Mesmo com o barulho de metal sendo riscado e jogado em uma mesa ainda mais forte de aço, Neri não parecia despertar de seu mundo interior. Seus olhos estavam desfocados, sua alma parecia vaguear longe dali, longe de Vollfeit.

— Neri…? - alguém a chamava.

— Ela não vai te responder, Cahdo, pare de ser idiota.

Uma mulher, sentada atrás da larga fôrma de ferro, criava os ruídos metálicos ao moldar uma aparentemente adaga curvada. Sem tirar os olhos de suas ferramentas, sorria de lado ao saber que seu irmão a encarava com desprezo.

— Você está bem, Neri? - Cahdo a tocou levemente pelo braço.

— Ah, estou sim… - a garota finalmente respondeu, encarando-o por um instante e sorrindo.

— Não me contaram que você voltaria hoje - disse com um pouco de frieza, olhando para a mulher sentada. - Traria alguns bolos da Safira se soubesse.

— Não se preocupe, embora os bolos dela sejam sempre bem-vindos - respondeu amigavelmente, fazendo-o sorrir.

— Irei para o treino agora, fique bem.

Neri se despediu do rapaz um ano mais velho, que iria para o castelo completar seu treino diário antes de ir caçar com o pai. Entre os oito irmãos da forjadora de armas, Cahdo, de vinte anos, era o terceiro mais velho e o que mais conversava com a espiã. Sempre que voltava para entregar uma arma a Adastrea, o jovem lhe trazia bolos da padaria de sua irmã mais nova - o sabor quase se igualava aos doces de Aldith. Era uma pena, pensou, o lugar ainda não ser reconhecido, mantendo a família Nadeau numa corda bamba financeira.

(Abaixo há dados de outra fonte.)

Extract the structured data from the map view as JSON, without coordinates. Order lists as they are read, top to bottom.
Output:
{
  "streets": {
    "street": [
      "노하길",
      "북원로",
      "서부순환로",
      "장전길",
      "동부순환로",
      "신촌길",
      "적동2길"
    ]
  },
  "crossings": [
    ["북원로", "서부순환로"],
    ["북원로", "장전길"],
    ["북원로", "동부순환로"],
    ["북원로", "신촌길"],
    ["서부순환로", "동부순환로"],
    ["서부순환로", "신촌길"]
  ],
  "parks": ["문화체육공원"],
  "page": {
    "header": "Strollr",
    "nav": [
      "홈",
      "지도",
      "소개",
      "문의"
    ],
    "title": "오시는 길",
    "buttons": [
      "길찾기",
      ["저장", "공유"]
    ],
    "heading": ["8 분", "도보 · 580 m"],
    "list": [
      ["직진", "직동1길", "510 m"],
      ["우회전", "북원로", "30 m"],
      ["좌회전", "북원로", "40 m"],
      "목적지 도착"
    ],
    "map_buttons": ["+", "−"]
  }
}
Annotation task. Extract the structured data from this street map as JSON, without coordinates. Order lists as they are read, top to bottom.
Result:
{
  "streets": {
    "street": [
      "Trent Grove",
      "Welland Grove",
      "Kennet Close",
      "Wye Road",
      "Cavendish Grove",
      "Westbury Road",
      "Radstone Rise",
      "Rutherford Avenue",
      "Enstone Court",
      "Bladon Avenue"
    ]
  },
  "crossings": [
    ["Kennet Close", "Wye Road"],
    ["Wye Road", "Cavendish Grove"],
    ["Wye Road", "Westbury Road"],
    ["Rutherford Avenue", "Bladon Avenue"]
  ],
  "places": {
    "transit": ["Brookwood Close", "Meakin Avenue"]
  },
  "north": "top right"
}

Desviou o olhar para Adastrea, que ainda martelava sistematicamente a adaga. Seus olhos amendoados e castanhos escuros estavam sérios, como se domassem o metal em sua frente, e suas sobrancelhas grossas arqueadas se flexionavam hora ou outra.

— Não vai me perguntar o que fiz com a adaga?

— Não - respondeu rapidamente.

— Que alívio.

Então a mulher parou para dirigir um olhar rigoroso a espiã, que sorriu.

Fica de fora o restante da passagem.